Assigned task:
Gather every line in the records below that contains the word "margin".
Records to process START
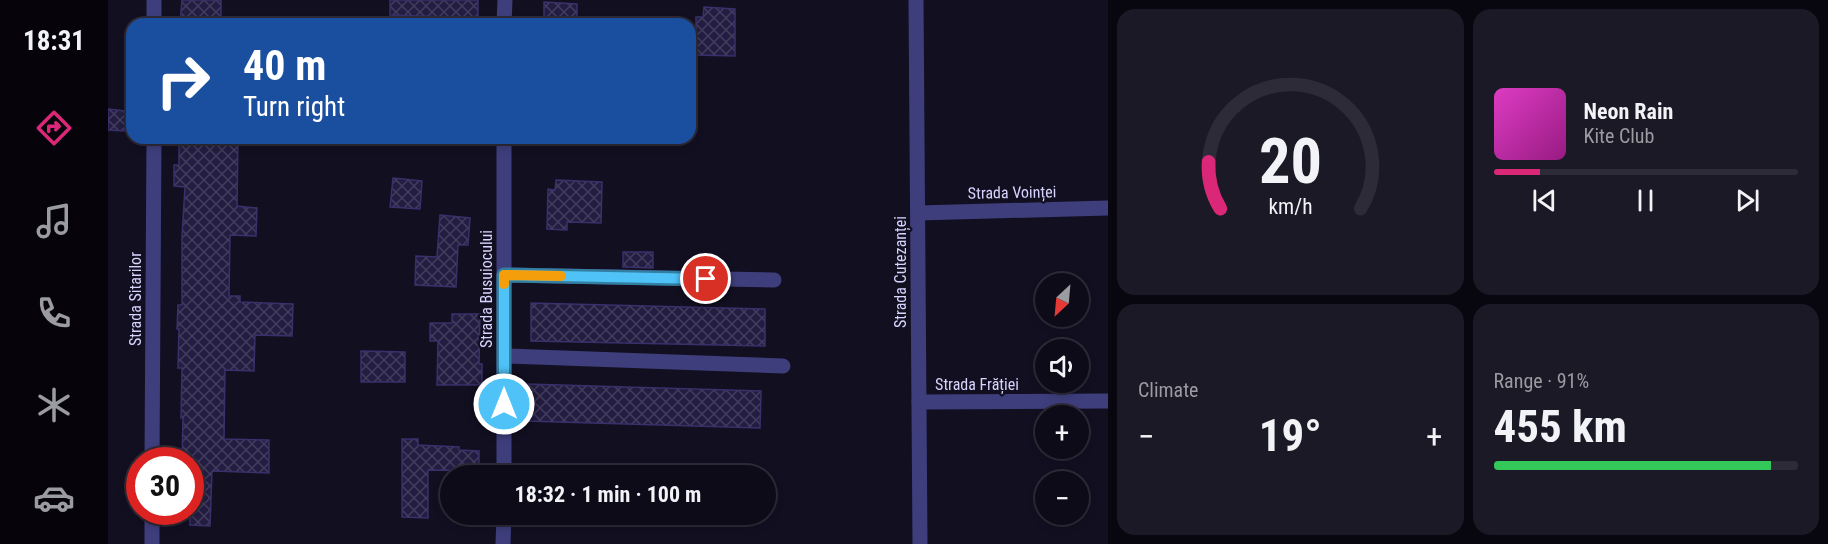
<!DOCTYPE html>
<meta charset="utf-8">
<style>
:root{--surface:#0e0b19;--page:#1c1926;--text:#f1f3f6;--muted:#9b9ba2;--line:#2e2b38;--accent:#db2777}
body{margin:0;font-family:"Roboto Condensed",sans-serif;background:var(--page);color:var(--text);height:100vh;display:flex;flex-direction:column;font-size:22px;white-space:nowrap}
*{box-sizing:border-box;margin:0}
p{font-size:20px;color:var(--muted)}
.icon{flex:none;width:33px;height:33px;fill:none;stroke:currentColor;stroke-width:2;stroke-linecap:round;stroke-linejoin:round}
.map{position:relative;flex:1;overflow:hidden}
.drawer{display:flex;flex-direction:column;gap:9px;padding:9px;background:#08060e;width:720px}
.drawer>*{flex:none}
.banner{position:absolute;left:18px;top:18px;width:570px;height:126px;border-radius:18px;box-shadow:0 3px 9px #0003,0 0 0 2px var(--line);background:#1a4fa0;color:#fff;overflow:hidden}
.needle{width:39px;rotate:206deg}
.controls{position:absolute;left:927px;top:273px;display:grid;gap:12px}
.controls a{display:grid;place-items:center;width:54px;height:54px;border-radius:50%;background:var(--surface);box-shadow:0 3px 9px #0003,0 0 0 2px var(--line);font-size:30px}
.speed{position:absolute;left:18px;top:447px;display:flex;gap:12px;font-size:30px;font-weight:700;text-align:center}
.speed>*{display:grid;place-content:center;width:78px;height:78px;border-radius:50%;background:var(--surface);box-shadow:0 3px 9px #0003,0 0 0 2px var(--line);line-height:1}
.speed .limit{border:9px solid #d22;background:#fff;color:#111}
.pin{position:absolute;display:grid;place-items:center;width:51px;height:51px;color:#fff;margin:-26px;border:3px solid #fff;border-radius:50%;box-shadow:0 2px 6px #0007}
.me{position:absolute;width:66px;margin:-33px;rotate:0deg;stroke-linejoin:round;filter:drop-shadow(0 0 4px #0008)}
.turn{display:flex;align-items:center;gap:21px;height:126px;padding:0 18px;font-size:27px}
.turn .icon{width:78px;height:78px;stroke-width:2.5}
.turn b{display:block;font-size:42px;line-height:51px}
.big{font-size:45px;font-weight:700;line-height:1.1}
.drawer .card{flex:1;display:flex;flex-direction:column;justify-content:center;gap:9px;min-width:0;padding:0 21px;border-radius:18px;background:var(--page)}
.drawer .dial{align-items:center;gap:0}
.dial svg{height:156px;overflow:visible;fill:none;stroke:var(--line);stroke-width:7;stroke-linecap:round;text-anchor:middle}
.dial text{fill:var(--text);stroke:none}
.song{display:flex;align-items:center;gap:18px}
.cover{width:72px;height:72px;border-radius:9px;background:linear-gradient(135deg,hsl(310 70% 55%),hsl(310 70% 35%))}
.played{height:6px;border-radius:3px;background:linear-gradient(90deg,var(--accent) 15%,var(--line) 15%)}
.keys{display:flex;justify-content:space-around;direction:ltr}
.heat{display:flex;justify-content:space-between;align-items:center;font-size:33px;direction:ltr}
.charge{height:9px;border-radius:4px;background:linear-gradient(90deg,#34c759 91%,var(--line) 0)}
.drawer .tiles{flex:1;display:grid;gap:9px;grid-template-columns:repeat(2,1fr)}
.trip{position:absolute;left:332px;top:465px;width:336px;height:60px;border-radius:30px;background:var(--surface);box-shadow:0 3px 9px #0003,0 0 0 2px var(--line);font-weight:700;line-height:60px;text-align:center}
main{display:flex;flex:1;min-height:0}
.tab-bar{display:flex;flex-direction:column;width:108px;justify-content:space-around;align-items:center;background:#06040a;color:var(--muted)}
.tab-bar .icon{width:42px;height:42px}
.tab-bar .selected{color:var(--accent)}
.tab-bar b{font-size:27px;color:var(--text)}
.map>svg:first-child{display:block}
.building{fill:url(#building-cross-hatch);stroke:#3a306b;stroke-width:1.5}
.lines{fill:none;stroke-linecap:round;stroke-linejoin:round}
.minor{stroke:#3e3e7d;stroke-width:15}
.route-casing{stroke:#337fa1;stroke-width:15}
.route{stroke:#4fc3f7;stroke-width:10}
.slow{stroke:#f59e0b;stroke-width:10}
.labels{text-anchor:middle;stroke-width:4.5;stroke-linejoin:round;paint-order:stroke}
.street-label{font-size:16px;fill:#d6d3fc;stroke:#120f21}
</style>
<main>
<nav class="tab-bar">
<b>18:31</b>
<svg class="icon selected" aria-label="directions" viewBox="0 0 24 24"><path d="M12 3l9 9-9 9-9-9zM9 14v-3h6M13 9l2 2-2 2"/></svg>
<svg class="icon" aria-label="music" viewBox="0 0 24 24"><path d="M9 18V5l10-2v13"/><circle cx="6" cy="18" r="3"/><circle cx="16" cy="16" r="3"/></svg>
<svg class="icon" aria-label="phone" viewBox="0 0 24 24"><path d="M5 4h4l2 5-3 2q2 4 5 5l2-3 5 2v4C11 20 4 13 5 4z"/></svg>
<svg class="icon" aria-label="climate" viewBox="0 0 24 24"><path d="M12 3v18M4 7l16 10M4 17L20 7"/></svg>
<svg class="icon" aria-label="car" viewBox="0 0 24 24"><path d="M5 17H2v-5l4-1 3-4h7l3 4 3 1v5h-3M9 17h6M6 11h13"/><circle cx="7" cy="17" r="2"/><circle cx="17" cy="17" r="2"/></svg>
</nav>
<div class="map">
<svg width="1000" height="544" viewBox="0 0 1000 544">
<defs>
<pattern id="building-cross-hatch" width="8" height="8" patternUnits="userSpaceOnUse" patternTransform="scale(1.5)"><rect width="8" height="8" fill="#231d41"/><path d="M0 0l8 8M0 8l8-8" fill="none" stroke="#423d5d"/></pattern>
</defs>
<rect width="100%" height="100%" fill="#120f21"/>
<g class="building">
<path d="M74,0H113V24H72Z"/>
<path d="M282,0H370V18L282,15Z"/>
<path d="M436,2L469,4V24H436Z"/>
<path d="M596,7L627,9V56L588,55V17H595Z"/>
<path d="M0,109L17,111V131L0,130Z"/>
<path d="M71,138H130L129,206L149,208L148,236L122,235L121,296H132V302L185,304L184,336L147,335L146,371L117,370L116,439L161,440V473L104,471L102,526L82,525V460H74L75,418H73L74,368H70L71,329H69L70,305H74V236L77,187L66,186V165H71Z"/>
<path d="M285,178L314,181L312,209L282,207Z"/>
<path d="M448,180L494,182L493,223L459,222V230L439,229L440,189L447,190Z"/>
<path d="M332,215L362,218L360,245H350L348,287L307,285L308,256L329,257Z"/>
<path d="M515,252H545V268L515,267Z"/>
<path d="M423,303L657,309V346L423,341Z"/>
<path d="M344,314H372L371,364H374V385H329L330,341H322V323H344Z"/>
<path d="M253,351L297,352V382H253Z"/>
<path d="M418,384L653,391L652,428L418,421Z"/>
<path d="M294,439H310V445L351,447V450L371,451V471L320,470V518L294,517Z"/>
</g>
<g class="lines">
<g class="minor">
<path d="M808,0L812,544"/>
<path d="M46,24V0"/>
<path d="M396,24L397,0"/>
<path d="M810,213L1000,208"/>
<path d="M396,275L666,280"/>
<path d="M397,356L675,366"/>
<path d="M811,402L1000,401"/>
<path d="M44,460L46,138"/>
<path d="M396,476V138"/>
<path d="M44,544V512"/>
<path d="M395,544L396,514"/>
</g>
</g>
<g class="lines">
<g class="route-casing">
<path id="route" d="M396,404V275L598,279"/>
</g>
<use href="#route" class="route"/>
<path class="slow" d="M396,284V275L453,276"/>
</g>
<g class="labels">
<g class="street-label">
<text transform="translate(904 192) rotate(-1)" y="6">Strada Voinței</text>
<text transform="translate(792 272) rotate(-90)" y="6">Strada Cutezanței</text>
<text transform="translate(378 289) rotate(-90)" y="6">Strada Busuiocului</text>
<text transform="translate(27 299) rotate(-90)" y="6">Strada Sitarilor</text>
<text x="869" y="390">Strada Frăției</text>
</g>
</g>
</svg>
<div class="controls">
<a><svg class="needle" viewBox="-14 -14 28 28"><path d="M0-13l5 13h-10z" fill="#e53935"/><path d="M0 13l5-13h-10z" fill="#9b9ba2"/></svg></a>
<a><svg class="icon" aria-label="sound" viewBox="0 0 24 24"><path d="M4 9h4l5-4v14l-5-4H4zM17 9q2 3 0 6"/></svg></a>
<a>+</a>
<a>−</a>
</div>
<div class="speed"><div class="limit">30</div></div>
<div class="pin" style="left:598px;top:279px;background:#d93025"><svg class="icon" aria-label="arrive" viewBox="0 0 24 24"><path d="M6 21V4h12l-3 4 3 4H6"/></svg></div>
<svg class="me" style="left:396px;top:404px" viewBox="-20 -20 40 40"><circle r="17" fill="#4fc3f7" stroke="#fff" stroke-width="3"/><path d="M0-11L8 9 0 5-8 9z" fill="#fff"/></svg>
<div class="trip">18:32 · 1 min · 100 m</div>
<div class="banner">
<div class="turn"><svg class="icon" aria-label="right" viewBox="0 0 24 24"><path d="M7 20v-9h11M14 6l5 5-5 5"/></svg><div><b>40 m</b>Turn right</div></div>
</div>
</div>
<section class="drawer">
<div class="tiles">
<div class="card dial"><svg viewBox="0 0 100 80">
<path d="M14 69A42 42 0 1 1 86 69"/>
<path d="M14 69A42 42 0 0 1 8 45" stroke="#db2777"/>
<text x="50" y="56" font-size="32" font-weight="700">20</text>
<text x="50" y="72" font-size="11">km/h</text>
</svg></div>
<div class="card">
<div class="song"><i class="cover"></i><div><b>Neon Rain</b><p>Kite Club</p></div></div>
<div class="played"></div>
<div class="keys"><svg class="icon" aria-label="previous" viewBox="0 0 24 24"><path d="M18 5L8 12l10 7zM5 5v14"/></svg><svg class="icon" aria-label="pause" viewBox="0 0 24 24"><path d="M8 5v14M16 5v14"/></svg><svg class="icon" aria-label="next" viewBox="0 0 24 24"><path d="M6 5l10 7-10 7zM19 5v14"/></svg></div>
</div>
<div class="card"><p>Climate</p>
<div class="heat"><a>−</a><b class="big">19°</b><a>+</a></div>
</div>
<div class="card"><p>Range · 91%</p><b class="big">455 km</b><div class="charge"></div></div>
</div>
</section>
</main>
Records to process END
Solution to this task:
body{margin:0;font-family:"Roboto Condensed",sans-serif;background:var(--page);color:var(--text);height:100vh;display:flex;flex-direction:column;font-size:22px;white-space:nowrap}
*{box-sizing:border-box;margin:0}
.pin{position:absolute;display:grid;place-items:center;width:51px;height:51px;color:#fff;margin:-26px;border:3px solid #fff;border-radius:50%;box-shadow:0 2px 6px #0007}
.me{position:absolute;width:66px;margin:-33px;rotate:0deg;stroke-linejoin:round;filter:drop-shadow(0 0 4px #0008)}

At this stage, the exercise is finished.